Individuals enrolled in one of the federally subsidized exchange plans that cover abortion will be forced to pay a surcharge of at least $12 per year – and possibly much more – out of their own pockets.
Worse, many individuals and families who otherwise would object to paying for abortion coverage may not even be aware of the additional charge. Obamacare regulations only allow insurers to disclose the existence and amount of the abortion surcharge at the time of enrollment. That warning may be as little as a single sentence in a voluminous document.
And who is charged with helping Americans through the complex world of Obamacare insurance exchanges? Answer: Planned Parenthood, the nation’s largest abortion provider.

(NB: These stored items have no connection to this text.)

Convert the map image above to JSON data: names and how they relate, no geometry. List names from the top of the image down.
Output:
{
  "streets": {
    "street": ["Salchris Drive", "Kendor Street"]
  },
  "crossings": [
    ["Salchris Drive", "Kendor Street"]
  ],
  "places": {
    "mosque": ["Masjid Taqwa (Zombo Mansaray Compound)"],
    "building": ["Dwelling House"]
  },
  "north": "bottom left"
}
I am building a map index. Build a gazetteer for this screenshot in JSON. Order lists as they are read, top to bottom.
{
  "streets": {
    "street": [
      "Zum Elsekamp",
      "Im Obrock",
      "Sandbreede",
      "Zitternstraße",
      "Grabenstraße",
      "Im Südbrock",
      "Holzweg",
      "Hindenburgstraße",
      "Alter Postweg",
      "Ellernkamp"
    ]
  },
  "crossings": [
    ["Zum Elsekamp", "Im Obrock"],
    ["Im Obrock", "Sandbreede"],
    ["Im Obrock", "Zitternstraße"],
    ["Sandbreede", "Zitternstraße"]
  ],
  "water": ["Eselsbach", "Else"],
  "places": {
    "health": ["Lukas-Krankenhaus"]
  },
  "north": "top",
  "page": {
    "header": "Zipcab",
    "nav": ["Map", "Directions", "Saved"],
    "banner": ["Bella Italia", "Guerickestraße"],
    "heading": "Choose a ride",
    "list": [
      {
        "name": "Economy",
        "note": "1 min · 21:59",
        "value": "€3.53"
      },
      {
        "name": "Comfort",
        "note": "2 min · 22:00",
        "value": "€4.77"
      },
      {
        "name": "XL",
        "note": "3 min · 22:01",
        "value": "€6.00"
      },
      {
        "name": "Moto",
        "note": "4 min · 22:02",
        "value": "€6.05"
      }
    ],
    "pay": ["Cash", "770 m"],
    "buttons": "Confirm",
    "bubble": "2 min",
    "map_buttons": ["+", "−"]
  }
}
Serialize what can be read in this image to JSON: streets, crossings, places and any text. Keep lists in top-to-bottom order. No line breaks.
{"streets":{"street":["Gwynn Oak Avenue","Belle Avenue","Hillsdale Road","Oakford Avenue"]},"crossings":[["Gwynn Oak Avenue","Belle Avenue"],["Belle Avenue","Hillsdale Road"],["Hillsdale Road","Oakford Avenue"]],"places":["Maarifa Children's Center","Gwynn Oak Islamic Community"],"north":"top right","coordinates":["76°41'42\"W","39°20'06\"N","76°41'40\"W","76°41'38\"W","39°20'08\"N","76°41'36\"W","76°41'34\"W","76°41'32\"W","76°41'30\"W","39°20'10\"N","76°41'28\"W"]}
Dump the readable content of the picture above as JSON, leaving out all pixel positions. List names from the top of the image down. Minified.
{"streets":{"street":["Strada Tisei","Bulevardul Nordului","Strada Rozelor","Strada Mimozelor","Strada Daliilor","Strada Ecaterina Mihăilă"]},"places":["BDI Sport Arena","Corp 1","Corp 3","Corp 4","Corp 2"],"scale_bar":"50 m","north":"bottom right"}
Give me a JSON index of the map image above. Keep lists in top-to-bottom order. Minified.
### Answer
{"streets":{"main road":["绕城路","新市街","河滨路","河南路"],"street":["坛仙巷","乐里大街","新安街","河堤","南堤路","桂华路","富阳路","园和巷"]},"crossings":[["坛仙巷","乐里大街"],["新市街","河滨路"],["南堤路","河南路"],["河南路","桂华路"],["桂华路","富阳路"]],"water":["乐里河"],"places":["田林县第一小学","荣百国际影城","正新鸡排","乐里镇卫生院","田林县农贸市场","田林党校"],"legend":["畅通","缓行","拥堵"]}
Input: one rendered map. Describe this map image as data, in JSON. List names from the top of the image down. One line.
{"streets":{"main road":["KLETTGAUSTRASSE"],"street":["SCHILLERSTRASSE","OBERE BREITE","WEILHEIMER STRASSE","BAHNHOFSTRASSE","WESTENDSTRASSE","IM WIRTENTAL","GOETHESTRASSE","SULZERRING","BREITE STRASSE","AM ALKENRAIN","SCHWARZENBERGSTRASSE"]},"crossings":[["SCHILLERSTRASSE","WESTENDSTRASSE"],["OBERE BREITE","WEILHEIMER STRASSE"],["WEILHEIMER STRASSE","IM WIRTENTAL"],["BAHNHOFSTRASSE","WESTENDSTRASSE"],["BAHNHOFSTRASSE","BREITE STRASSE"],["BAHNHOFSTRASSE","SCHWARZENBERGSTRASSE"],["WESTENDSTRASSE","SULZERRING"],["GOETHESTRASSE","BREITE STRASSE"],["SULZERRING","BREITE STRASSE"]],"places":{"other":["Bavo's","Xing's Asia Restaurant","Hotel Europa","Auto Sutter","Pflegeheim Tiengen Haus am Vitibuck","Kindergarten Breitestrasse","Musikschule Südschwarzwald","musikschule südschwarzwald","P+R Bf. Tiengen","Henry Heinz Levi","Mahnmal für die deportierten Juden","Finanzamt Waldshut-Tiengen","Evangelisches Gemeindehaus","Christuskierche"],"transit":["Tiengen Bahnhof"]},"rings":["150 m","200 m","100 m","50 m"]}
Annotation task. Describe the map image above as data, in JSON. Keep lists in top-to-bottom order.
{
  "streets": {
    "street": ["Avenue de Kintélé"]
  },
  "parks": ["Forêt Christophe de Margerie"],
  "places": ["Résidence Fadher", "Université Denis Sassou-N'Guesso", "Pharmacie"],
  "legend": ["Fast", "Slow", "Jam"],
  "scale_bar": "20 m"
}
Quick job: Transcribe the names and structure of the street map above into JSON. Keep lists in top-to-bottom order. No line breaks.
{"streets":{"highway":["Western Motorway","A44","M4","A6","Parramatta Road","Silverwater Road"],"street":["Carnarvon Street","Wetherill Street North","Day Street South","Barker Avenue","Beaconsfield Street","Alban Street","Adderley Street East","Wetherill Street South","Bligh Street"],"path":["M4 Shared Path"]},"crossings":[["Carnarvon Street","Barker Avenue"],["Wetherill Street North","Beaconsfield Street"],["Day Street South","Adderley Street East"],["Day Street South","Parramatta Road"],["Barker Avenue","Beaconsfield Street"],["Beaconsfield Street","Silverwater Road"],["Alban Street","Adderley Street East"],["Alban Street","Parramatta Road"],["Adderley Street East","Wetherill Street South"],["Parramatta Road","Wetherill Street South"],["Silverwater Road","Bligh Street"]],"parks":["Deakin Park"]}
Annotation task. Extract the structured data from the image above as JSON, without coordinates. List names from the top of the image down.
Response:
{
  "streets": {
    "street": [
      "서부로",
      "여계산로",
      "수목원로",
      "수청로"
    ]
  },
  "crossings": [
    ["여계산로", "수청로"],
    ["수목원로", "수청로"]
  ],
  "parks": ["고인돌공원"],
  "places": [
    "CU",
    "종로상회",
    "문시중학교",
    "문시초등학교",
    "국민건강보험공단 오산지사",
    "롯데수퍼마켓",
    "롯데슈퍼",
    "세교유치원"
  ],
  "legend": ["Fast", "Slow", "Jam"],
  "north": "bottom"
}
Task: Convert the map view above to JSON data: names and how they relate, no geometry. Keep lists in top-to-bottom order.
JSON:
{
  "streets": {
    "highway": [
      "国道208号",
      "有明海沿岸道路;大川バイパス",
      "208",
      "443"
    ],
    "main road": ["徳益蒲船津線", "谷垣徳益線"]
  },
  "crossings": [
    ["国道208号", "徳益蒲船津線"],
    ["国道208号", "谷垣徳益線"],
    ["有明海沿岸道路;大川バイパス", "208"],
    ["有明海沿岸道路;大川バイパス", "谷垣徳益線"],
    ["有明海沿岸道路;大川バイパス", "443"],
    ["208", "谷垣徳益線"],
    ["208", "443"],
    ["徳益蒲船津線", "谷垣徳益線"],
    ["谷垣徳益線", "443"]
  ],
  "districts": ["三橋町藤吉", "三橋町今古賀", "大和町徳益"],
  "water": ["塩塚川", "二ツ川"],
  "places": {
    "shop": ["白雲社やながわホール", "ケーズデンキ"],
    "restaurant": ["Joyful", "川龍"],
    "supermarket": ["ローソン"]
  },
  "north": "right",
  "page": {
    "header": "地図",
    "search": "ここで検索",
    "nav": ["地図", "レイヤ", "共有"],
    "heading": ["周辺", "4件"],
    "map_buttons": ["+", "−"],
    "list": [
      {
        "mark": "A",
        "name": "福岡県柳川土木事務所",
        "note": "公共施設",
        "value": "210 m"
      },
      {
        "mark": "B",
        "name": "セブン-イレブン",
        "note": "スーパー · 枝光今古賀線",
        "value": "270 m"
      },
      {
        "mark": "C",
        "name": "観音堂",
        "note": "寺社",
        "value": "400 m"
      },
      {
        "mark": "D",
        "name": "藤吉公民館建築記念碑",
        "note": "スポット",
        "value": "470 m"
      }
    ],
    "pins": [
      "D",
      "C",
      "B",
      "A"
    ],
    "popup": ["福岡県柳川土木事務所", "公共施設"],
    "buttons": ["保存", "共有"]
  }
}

The government is giving over $600,000 to three Planned Parenthood affiliates to act as “navigators.” Along with other groups, they’re tasked with helping Americans sign up for insurance on the federally facilitated exchanges.
Many states are following suit. The District of Columbia, California and Vermont announced grants totaling more than $1 million to local Planned Parenthood affiliates for promoting insurance exchanges for those jurisdictions.
Families and individuals seeking to avoid plans that cover abortion will find little comfort in the guidance of an organization that performs more than 330,000 abortions a year – while reporting net assets topping $1 billion.
But we really shouldn’t be surprised at this bewildering system, where hidden premiums and restricted consumer choice are further muddled at the direction of special interest groups. Obamacare’s capacity to confuse stems from the law’s power to control.
Americans, told that their consciences are of no consequence, are left with few tools to scale the high walls of confusing regulations built by unelected bureaucrats in search of health care that meets their family’s needs and aligns with their values.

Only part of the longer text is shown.